Task
What is the number of lines in the data holding the word "halo"? Give that number by itself.
=== Section Start ===
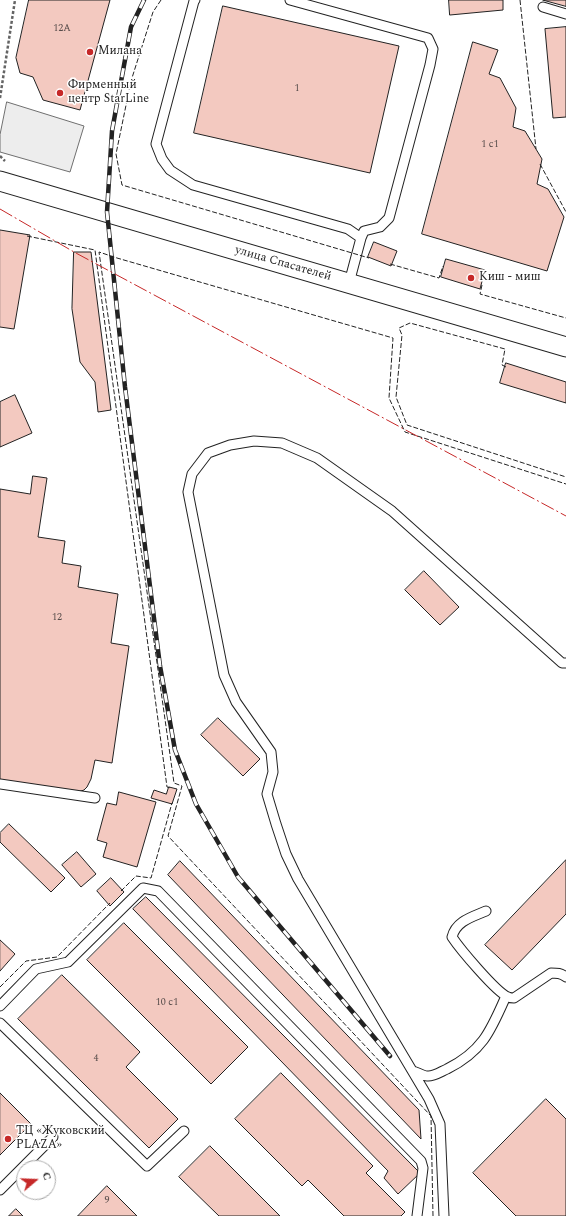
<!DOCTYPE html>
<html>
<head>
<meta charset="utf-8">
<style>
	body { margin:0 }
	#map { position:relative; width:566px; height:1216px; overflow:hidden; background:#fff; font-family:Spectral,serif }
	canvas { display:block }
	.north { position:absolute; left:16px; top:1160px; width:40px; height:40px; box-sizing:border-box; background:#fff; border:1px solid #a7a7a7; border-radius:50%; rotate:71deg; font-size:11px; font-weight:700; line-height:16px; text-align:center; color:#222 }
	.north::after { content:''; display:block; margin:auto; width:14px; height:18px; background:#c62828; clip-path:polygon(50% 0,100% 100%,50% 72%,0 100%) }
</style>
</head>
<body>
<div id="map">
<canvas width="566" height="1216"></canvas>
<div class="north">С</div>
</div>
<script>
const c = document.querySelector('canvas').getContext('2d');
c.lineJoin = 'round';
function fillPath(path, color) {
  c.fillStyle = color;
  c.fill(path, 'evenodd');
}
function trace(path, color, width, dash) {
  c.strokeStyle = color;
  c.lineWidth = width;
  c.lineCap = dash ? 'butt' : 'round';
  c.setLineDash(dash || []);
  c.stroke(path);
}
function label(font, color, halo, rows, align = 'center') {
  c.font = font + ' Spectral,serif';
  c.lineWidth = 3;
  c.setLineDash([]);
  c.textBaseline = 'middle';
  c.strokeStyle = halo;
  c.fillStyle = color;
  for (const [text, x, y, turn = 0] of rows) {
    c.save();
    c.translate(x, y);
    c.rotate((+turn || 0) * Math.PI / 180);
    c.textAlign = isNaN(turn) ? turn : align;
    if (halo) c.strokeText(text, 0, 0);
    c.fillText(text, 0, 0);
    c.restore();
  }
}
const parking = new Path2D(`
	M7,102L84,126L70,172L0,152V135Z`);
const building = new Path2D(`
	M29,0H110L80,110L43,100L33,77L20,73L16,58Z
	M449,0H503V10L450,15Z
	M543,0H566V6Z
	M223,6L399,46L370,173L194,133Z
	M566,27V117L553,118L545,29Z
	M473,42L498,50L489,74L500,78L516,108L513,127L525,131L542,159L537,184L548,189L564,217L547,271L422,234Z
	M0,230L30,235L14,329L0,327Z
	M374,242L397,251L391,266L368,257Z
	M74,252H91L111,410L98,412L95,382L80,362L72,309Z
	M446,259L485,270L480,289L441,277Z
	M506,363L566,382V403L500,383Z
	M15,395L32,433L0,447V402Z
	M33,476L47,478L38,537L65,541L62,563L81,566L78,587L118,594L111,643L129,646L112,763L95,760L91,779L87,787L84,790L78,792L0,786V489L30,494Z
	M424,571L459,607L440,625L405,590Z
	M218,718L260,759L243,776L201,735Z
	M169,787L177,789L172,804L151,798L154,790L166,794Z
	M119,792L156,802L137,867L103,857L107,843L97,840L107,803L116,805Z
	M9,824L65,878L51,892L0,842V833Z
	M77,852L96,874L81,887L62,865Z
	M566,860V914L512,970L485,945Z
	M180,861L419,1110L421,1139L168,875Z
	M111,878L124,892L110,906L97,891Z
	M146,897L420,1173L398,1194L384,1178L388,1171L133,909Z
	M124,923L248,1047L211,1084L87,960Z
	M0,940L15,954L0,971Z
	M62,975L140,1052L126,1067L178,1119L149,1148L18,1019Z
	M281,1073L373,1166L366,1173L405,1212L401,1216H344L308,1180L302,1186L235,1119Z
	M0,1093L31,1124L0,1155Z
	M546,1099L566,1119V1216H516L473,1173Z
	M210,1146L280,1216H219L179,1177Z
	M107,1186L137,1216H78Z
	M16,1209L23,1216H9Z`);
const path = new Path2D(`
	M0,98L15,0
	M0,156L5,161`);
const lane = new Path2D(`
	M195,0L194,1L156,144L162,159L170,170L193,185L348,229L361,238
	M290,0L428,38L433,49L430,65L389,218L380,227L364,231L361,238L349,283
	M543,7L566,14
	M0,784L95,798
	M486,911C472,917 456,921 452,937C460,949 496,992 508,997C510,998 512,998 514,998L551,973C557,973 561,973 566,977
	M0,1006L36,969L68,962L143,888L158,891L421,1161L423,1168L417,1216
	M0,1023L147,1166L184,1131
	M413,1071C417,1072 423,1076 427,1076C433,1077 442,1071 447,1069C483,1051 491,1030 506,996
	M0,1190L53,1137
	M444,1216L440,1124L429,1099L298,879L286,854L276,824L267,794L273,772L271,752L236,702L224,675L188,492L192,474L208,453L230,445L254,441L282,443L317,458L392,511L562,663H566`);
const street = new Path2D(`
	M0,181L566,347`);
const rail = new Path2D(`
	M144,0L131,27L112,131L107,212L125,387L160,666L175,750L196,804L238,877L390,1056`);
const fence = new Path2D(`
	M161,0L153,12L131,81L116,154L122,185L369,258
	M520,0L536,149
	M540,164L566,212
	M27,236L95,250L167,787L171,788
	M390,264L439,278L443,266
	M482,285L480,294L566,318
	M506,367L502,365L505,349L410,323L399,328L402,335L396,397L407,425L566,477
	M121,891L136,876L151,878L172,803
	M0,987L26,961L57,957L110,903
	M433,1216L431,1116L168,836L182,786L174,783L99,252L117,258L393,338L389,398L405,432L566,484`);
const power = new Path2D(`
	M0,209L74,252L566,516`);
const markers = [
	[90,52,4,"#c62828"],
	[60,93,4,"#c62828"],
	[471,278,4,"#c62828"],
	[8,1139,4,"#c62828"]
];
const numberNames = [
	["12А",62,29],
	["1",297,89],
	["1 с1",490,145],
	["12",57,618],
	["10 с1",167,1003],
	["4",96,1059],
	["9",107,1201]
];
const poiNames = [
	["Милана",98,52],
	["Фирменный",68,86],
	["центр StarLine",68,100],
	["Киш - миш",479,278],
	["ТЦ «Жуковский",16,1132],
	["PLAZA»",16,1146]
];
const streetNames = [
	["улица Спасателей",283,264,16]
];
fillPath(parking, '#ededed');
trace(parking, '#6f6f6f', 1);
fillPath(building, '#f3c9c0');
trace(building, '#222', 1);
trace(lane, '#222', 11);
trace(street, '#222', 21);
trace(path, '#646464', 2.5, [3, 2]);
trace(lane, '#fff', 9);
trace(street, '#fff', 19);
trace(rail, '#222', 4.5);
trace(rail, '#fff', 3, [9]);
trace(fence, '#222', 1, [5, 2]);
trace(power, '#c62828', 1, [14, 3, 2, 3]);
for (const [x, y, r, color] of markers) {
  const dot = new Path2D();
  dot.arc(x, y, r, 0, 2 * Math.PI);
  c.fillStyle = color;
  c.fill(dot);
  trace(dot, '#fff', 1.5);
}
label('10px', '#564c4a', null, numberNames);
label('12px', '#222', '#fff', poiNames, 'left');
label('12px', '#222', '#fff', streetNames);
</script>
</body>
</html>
=== Section End ===
Exercise answer
3